The exact reason for the extinction of mammoths is still debated among scientists. However, it is widely accepted that a combination of factors contributed to their demise. These factors include:
This is a short exploration of that hook: Czech streets as palimpsest, mammoths as symbol, and the link — literal and metaphorical — between them.
There is something beautifully incongruent about imagining mammoths in the midst of Czech streets. The mammoth is an icon of deep time, of tundra and ice, of landscapes that predate human towns. Yet this proclamation insists they are not gone; they persist. In doing so, it coaxes the city out of its calendar-bound sense of time and into a layer where past and present converse. The concrete underfoot becomes thawing permafrost; the graffiti-splattered wall becomes a fossil bed. The slogan insists that extinction, like memory, is not absolute—it is contested, contested in paint and breath, in a language that refuses finality.

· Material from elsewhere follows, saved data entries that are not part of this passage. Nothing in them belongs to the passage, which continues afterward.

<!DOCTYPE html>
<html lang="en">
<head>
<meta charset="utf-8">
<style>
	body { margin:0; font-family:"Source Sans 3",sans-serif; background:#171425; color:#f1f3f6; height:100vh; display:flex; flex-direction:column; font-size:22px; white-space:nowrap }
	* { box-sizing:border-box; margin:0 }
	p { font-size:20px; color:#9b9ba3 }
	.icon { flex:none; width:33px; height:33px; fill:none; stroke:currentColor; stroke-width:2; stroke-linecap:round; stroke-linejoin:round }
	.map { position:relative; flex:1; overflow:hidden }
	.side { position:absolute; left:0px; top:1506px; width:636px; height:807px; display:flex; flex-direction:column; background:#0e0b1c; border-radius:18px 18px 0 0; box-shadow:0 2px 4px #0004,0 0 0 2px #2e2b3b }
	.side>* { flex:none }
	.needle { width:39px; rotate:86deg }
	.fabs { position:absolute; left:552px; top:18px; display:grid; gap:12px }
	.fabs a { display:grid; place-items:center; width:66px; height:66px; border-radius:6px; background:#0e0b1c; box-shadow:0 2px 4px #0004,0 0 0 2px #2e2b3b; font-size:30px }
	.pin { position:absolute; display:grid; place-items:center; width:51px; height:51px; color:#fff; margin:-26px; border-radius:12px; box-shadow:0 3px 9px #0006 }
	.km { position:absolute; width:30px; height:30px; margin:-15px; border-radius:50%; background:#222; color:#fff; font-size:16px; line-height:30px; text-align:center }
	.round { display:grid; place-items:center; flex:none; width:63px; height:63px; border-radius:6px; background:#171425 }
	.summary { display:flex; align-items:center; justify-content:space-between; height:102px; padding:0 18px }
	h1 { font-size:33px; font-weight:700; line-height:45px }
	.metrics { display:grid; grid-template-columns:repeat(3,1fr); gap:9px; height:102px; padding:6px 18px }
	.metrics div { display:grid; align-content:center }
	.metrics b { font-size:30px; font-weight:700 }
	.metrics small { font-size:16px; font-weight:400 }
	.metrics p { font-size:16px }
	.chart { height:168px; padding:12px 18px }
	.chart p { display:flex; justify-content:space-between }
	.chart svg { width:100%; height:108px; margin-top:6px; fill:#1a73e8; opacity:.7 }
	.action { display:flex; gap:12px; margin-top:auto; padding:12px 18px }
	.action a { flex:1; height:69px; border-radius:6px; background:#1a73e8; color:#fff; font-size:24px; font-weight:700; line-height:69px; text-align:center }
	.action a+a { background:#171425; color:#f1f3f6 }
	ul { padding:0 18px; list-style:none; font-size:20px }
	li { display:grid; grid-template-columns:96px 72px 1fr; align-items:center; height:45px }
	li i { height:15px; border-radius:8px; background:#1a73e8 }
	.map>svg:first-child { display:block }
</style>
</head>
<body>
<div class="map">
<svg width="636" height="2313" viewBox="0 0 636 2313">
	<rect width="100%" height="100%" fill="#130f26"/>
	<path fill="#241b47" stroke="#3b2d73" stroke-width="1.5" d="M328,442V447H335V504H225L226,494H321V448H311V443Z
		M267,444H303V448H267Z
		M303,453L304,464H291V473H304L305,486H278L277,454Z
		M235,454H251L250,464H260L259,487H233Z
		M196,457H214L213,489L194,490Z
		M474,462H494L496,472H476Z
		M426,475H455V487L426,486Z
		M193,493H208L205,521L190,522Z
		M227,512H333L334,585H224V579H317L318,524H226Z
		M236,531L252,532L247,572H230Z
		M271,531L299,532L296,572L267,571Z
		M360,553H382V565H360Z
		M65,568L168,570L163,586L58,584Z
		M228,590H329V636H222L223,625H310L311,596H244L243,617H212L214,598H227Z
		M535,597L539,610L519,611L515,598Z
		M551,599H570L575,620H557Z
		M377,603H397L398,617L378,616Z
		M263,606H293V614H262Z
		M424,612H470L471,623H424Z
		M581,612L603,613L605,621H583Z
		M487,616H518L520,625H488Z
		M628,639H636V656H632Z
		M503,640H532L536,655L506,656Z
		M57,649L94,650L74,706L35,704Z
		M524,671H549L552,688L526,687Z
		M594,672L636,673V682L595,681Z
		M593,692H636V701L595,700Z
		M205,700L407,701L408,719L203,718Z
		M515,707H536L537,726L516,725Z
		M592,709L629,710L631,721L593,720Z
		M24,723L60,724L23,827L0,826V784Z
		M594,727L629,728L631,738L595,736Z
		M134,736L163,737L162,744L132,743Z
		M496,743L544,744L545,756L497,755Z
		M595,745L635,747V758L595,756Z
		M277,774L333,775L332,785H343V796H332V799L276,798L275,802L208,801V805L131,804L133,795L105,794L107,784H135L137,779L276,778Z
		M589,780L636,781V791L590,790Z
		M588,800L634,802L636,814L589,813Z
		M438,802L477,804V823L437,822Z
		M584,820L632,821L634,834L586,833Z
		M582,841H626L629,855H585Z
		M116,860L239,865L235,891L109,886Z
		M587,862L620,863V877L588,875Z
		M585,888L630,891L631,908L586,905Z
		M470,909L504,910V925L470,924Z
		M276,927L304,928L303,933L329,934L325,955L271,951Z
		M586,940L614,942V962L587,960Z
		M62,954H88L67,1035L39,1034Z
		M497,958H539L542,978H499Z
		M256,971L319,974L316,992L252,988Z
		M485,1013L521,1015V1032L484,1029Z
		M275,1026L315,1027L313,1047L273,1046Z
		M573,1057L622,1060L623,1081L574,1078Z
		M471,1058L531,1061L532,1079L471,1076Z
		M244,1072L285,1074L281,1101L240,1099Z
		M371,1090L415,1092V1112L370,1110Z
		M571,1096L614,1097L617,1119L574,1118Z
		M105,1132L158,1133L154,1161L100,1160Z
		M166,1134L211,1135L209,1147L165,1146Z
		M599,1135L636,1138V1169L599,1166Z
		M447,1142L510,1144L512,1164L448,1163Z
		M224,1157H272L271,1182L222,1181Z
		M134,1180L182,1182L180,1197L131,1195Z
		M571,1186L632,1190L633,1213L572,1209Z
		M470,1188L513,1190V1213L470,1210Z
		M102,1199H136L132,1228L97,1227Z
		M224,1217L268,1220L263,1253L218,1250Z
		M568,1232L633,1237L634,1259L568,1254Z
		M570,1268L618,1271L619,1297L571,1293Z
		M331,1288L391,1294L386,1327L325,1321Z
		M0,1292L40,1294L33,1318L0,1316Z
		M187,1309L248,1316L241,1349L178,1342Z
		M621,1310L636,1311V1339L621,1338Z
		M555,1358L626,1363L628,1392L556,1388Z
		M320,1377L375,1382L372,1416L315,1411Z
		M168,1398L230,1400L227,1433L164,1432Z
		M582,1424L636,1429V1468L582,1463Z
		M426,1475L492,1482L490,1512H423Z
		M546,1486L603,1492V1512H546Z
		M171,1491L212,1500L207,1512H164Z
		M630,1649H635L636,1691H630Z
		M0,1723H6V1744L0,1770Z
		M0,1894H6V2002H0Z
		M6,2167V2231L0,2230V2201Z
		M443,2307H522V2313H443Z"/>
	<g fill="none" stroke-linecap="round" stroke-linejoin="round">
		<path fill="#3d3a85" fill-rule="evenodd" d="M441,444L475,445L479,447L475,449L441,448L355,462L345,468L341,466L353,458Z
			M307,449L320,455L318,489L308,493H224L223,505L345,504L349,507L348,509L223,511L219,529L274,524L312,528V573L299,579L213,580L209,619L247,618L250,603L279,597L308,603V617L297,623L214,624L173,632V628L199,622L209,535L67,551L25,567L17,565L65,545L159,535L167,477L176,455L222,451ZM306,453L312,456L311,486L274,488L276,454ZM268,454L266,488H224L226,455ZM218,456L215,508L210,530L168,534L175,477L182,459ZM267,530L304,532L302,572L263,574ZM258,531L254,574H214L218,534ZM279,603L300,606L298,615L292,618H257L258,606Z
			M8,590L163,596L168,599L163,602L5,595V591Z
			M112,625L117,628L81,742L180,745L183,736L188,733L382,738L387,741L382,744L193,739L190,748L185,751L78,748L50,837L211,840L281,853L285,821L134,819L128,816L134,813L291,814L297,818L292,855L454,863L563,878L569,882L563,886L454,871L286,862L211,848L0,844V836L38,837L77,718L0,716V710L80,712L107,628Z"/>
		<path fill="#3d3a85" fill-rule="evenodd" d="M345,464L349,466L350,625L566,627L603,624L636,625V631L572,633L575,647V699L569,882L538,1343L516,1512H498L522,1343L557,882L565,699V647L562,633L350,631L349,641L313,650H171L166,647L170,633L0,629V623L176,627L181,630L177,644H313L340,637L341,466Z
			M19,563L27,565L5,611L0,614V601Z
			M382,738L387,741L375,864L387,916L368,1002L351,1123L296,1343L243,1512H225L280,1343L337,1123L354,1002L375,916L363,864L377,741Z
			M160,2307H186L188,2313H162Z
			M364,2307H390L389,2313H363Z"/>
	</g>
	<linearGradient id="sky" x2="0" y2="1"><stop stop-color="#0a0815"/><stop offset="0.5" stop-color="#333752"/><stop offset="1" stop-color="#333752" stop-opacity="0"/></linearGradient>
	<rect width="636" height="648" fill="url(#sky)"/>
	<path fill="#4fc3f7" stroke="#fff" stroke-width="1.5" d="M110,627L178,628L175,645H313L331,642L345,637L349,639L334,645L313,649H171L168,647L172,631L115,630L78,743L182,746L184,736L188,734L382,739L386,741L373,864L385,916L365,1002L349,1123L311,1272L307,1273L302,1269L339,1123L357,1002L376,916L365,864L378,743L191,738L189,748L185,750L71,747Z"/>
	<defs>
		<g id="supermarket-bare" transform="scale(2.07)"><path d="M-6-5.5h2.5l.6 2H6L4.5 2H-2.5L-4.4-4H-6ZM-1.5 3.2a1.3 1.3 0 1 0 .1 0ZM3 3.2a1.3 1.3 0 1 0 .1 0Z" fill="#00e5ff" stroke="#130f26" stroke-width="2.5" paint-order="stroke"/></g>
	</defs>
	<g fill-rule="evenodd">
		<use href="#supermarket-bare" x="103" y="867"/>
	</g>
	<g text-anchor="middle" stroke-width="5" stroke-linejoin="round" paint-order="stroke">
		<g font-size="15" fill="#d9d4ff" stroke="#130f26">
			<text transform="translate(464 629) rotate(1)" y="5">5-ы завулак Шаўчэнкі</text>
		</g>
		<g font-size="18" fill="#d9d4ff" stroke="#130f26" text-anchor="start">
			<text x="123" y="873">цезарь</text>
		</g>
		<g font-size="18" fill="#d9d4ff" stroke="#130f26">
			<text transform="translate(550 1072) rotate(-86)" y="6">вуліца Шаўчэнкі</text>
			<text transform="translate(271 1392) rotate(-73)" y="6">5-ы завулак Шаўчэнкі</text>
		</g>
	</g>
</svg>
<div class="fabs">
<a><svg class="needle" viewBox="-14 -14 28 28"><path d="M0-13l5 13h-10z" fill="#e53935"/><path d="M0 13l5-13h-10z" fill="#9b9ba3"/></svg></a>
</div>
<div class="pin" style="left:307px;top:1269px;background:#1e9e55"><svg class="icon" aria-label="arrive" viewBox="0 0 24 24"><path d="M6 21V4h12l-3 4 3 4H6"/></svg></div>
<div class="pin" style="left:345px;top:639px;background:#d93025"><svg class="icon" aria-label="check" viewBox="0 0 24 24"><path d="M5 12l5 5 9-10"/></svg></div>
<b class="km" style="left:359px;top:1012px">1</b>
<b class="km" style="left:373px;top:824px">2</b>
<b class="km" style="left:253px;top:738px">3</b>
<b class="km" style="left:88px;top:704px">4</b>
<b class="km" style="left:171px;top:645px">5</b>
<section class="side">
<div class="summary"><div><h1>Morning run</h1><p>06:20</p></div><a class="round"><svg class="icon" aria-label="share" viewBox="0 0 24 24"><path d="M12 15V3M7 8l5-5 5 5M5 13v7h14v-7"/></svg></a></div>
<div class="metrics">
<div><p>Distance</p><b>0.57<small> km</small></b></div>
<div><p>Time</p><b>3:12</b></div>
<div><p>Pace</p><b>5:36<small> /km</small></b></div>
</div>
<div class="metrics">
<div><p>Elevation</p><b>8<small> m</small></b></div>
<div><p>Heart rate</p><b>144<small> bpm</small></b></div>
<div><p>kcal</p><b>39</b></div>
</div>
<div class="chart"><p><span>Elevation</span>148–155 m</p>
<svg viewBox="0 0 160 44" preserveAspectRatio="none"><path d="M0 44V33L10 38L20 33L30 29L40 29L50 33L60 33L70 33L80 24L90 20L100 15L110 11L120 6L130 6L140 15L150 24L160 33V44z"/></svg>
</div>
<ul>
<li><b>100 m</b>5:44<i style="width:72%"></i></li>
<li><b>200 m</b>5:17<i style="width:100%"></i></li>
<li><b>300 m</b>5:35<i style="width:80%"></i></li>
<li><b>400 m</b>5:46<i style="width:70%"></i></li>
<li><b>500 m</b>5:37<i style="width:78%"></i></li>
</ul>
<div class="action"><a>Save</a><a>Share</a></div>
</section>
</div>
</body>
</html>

On a grey morning in Prague I walked beneath the familiar yellow tram wires and through a square of pigeons and coffee cups, thinking about extinction. Not as a distant, scientific idea but as a thread that runs through cities, museums, and the people who live beside them. The phrase “149 mammoths are not extinct yet” — absurd, arresting, impossible — hooked me. It sounded like a headline from an alternate history, a playful protest slogan, or a riddle someone chalked on a sidewalk. It turned out to be something closer to all three: a way to ask how the past still moves through our streets and how we might act to keep its lessons alive.
The phrase "149 mammoths are not extinct yet" is linked to a popular Czech legend that has been passed down through generations. According to the myth, 149 mammoths survived the Ice Age and were living in secret locations across the region.